Very interesting thread!

I'm having a similar problem and Michaels approach got me a small speedup 
(around 15%). When trying Mike's approach on my real data, if fails with
IllegalArgumentException Too many arguments to struct constructor  clojure.
lang.PersistentStructMap.construct (PersistentStructMap.java:77)

Op zondag 12 oktober 2014 03:51:46 UTC+2 schreef Mike Fikes:
>
> Hey Michael,
>
> Since your eval solution essentially "cookie-cutters" out maps, each with 
> the same keys, as fast as it can, I was playing around with what would 
> happen if you used records, and I cobbled together something that appears 
> to run twice as fast as the eval approach:
>
> (defn read-to-structs [rows]
>   (let [headers (->>
>                   rows
>                   first
>                   (take-while (complement #{""}))

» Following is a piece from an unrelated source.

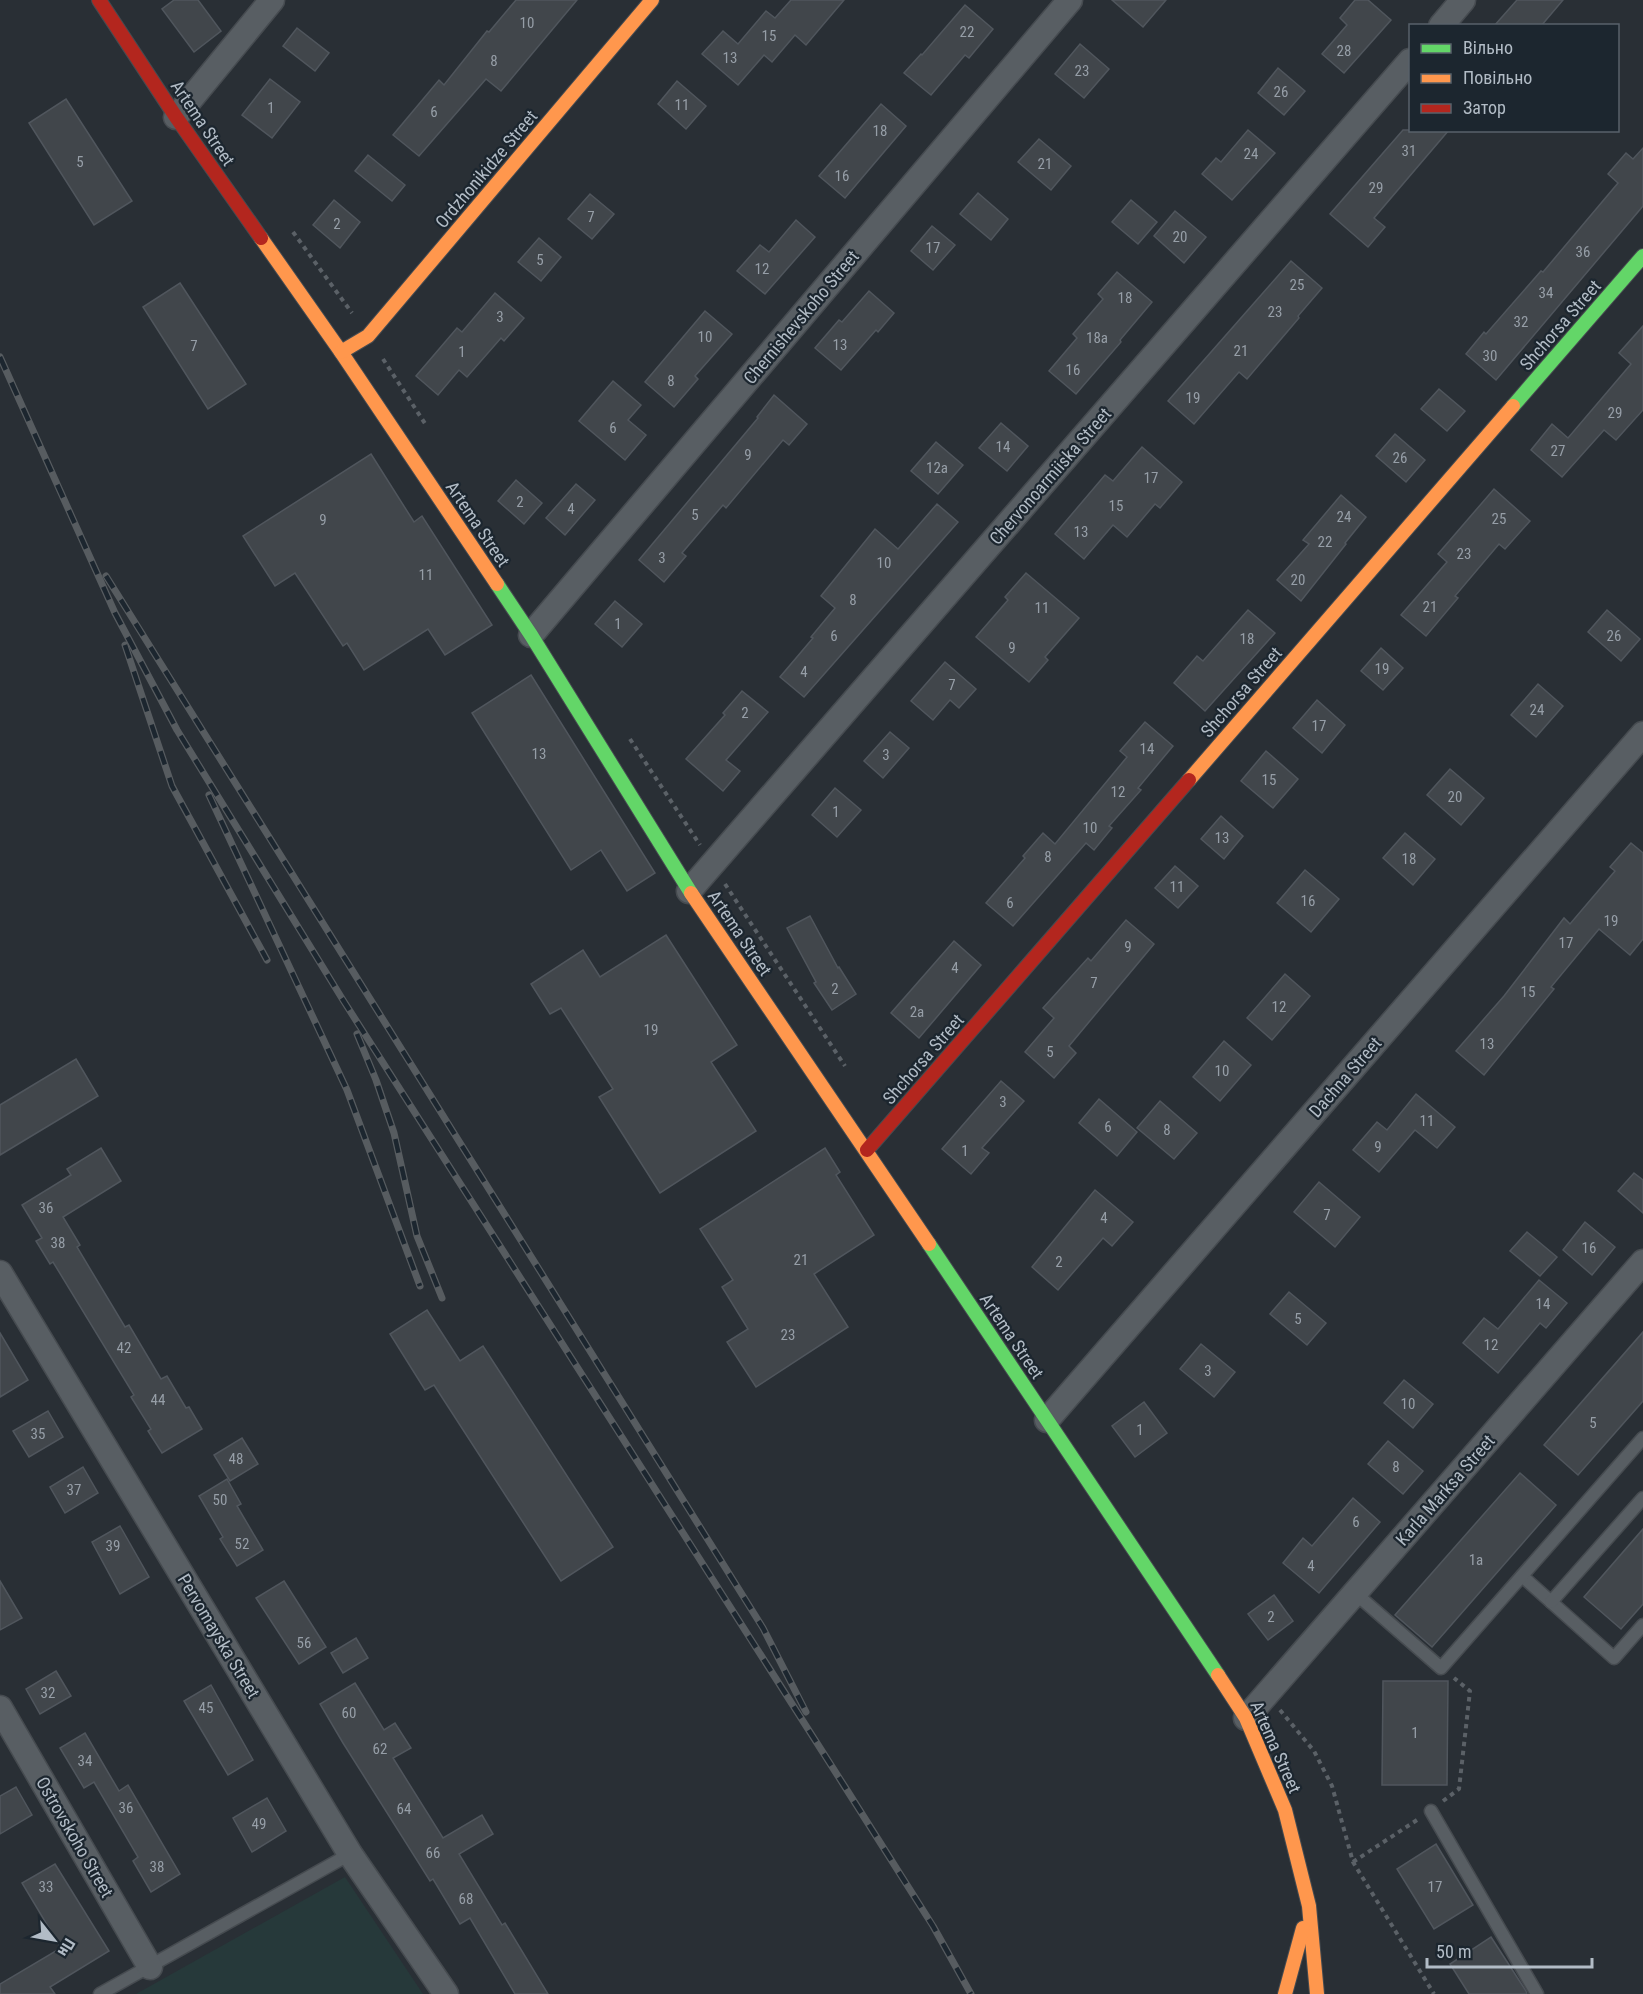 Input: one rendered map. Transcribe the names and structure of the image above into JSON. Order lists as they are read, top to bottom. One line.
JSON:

>                   (map keyword))
>         s (apply create-struct headers)]
>     (for [row (rest rows)]
>       (apply struct s row))))
>
>
> Here are comparative timings:
>
> (time-fn read-to-maps)
> "Elapsed time: 4871.02175 msecs"
> => nil
> (time-fn read-to-maps-partial)
> "Elapsed time: 4814.730643 msecs"
> => nil
> (time-fn read-to-maps-fn)
> "Elapsed time: 4815.230087 msecs"
> => nil
> (time-fn read-to-maps-eval)
> "Elapsed time: 2466.048578 msecs"
> => nil
> (time-fn read-to-structs)
> "Elapsed time: 1273.462618 msecs"
>
> I didn't test it too much, but it passed this:
>
> (= (read-to-maps csv-fix) (read-to-structs csv-fix))
> => true
>
> On Friday, October 10, 2014 4:21:01 PM UTC-4, Michael Blume wrote:
>>
>> https://github.com/MichaelBlume/eval-speed
>>
>> eval-speed.core=> (time-fn read-to-maps)
>> "Elapsed time: 5551.011069 msecs"
>> nil
>> eval-speed.core=> (time-fn read-to-maps-fn)

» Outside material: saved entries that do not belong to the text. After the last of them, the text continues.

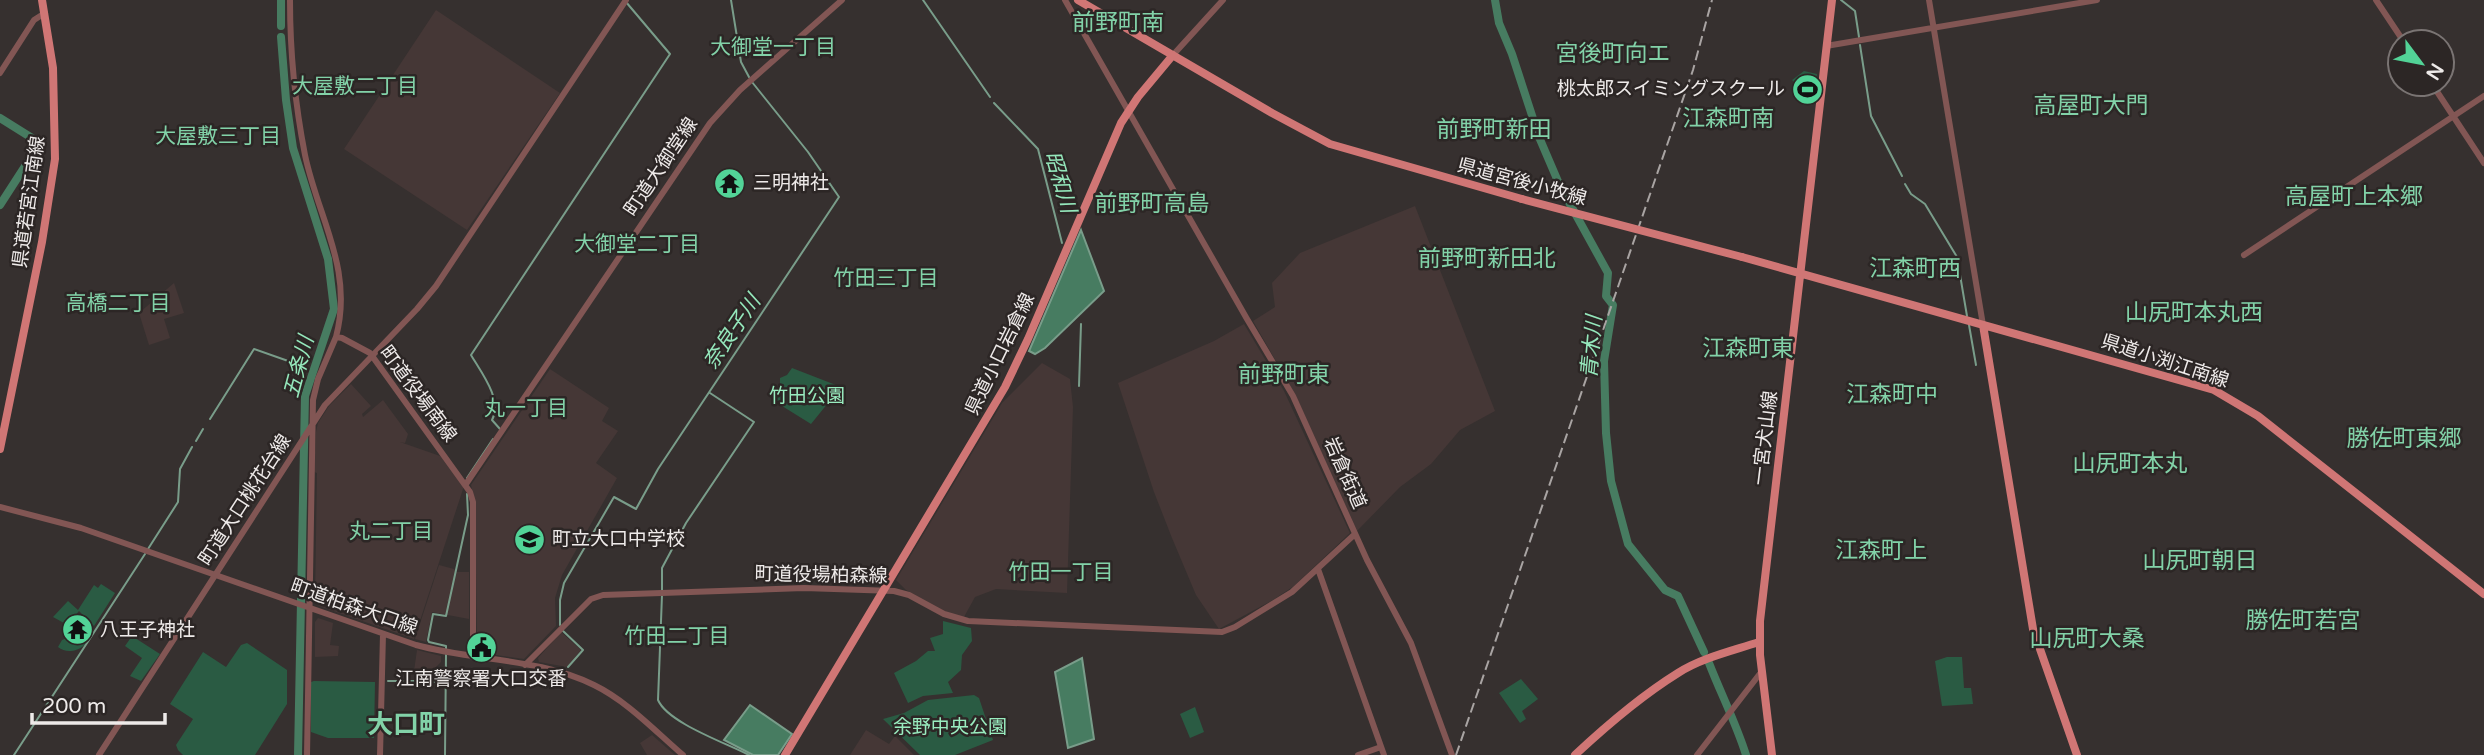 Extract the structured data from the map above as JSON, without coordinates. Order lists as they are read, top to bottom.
{
  "streets": {
    "main road": [
      "県道宮後小牧線",
      "県道若宮江南線",
      "県道小口岩倉線",
      "県道小渕江南線",
      "一宮犬山線"
    ],
    "street": [
      "町道大御堂線",
      "町道役場南線",
      "岩倉街道",
      "町道大口桃花台線",
      "町道役場柏森線",
      "町道柏森大口線"
    ]
  },
  "crossings": [
    ["町道大御堂線", "町道役場南線"],
    ["県道宮後小牧線", "県道小口岩倉線"],
    ["県道宮後小牧線", "県道小渕江南線"],
    ["県道宮後小牧線", "一宮犬山線"],
    ["県道小口岩倉線", "岩倉街道"],
    ["県道小口岩倉線", "町道役場柏森線"],
    ["県道小渕江南線", "一宮犬山線"],
    ["町道役場南線", "町道大口桃花台線"],
    ["町道役場南線", "町道柏森大口線"],
    ["町道大口桃花台線", "町道柏森大口線"],
    ["町道役場柏森線", "町道柏森大口線"]
  ],
  "districts": [
    "前野町南",
    "大御堂一丁目",
    "宮後町向エ",
    "大屋敷二丁目",
    "高屋町大門",
    "江森町南",
    "前野町新田",
    "大屋敷三丁目",
    "高屋町上本郷",
    "前野町高島",
    "大御堂二丁目",
    "前野町新田北",
    "江森町西",
    "竹田三丁目",
    "高橋二丁目",
    "山尻町本丸西",
    "江森町東",
    "前野町東",
    "江森町中",
    "丸一丁目",
    "勝佐町東郷",
    "山尻町本丸",
    "丸二丁目",
    "江森町上",
    "山尻町朝日",
    "竹田一丁目",
    "勝佐町若宮",
    "竹田二丁目",
    "山尻町大桑",
    "大口町"
  ],
  "water": [
    "昭和川",
    "奈良子川",
    "青木川",
    "五条川"
  ],
  "parks": ["竹田公園", "余野中央公園"],
  "places": {
    "sports": ["桃太郎スイミングスクール"],
    "temple": ["三明神社", "八王子神社"],
    "school or university": ["町立大口中学校"],
    "public building": ["江南警察署大口交番"]
  },
  "scale_bar": "200 m",
  "north": "bottom right"
}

>> "Elapsed time: 5587.256991 msecs"
>> nil
>> eval-speed.core=> (time-fn read-to-maps-partial)
>> "Elapsed time: 5606.649172 msecs"
>> nil
>> eval-speed.core=> (time-fn read-to-maps-eval)

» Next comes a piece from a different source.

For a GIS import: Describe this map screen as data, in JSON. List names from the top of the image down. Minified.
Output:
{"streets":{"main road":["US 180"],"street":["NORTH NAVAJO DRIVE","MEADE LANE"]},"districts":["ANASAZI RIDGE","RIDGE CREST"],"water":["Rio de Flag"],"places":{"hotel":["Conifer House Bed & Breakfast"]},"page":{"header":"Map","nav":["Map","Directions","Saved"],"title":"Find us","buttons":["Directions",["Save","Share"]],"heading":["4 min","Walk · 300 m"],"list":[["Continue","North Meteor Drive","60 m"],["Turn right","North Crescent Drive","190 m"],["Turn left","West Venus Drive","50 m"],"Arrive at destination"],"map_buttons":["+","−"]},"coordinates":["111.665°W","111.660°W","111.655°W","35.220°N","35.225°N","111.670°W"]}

>> "Elapsed time: 2627.521592 msecs"
>> nil
>>
>> Ben, I'd still like to understand exactly what work the CPU is doing in 
>> the uneval'd version that it's skipping in the eval'd version. It seems 
>> like in the generated bytecode there's going to be *some* concept of 
>> iterating through the row in either case, if only as part of the 
>> destructuring process.
>>
>>
>> On Friday, October 10, 2014 1:07:08 PM UTC-7, Ben wrote:
>>>
>>> I believe it's because the `mapper` function is just creating and 
>>> returning a map literal. The "mapper" function in the evaled version is 
>>> something like this:
>>>
>>> user> (def names '[n1 n2 n3 n4])
>>> #'user/names
>>> user> (def headers '[h1 h2 h3 h4])
>>> #'user/headers
>>> user> `(fn [[~@names]] ~(zipmap headers names))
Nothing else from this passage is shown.